> On Nov 15, 2016, at 2:34 PM, Karen Coyle <[log in to unmask]> wrote:
>
> Eric, I think these are questions that go far beyond online services. My public library carries books with descriptions such as: "Learn to interpret and understand the cosmic language being spoken by the crystals, and unlock your own mystical potential." This is crap, to put it mildly, and shouldn't be in the library. If the shelves are filled with pseudo-science and even pseudo-mysticism, we aren't doing our job. This is the whole "neutrality" thread - it's not "neutral" to serve documents without regard to their quality, especially since some of the anti-science/medicine things stated in books can do actual harm. We should at least do as much as Wikipedia does and label the fringe topics as *fringe*, not file them alongside the proven science without comment. (Yes, I know this has issues; I still think it's what we should do.)
I'm with you!
>
> As for "safe from surveillance" etc., libraries are not miracle workers. Everything we do is in the real world. Given that the NSA captures every byte conveyed from point A to point B, how *could* libraries do anything about that?
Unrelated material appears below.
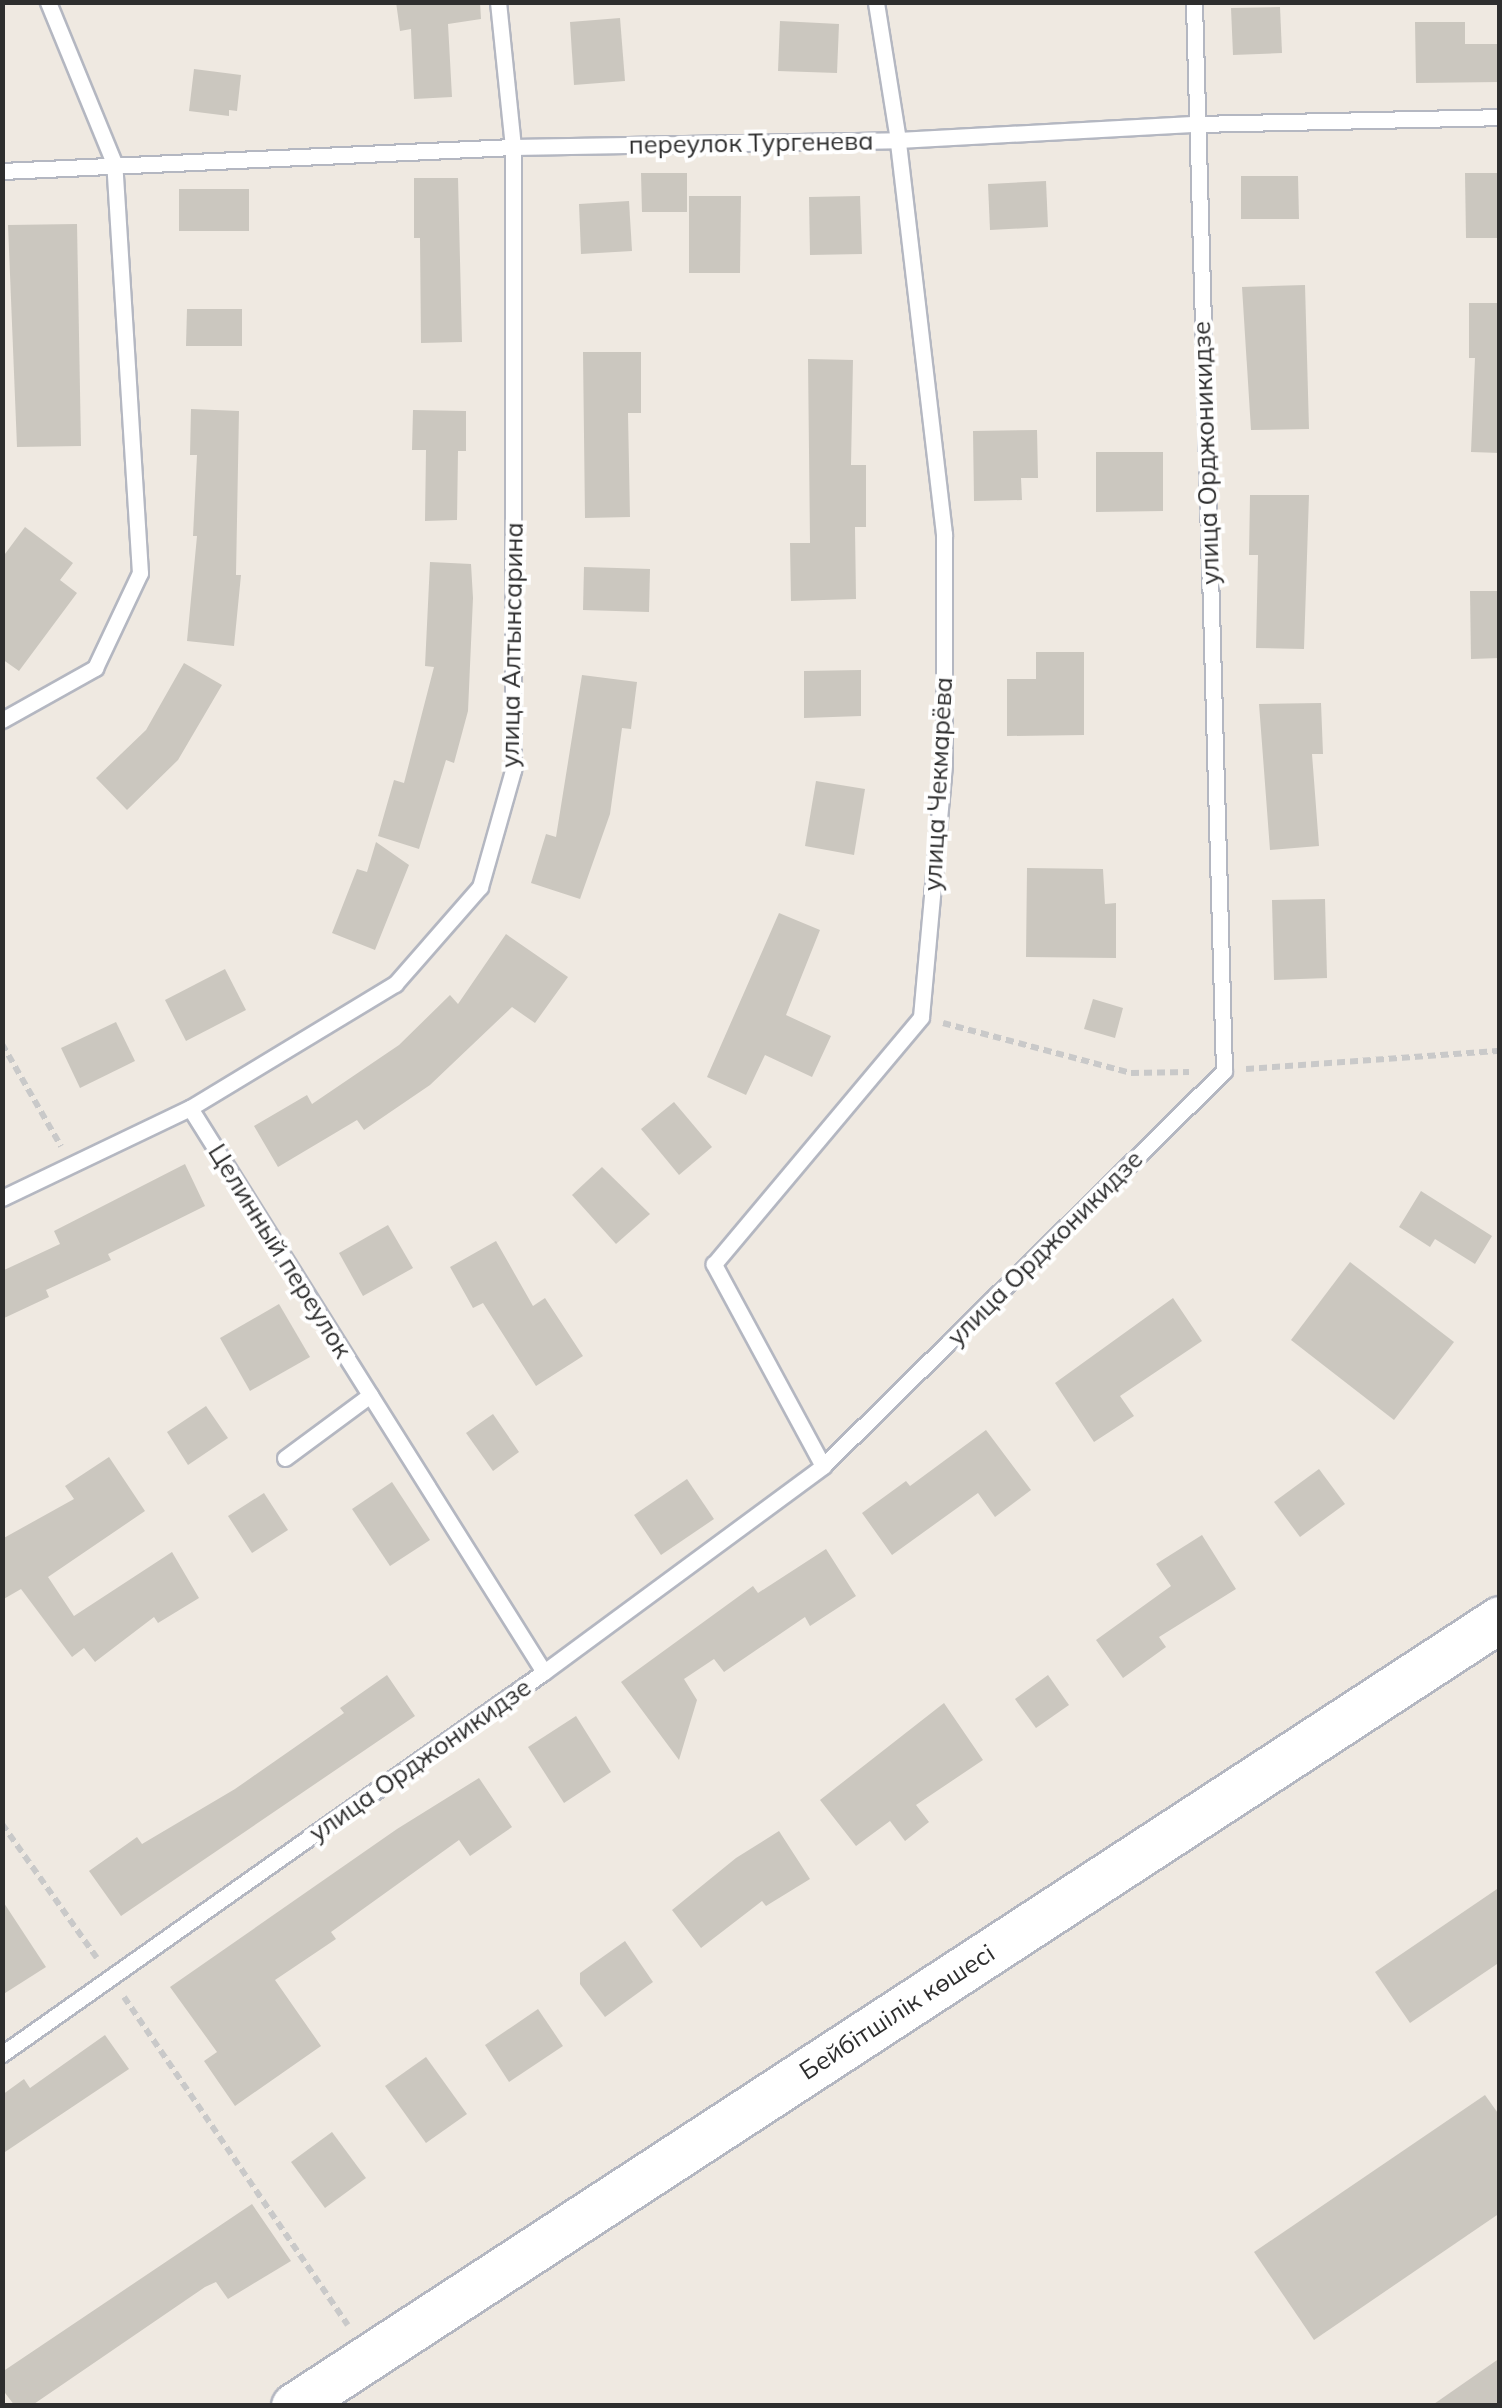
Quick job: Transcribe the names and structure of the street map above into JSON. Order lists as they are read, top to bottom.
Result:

We've tried, we've honestly tried to shield our users from overt surveillance, but our only hope is against inept vendors who can be staved off with a simple proxy server.
>
I'd make an analogy to the need for libraries to provide a "healthy" environment. Not sterile like a hospital, but free of vermin and dirt like a well-maintained restaurant. A healthy privacy environment has good data hygiene, surveillance-resistant communications and no unnecessary introduction of data-vermin. It's not so hard. Lots of libraries are doing it but too many aren't.
We're not going to be able to do much about focused attacks by state actors, but the fact that we're all going to die doesn't justify living in a pigsty.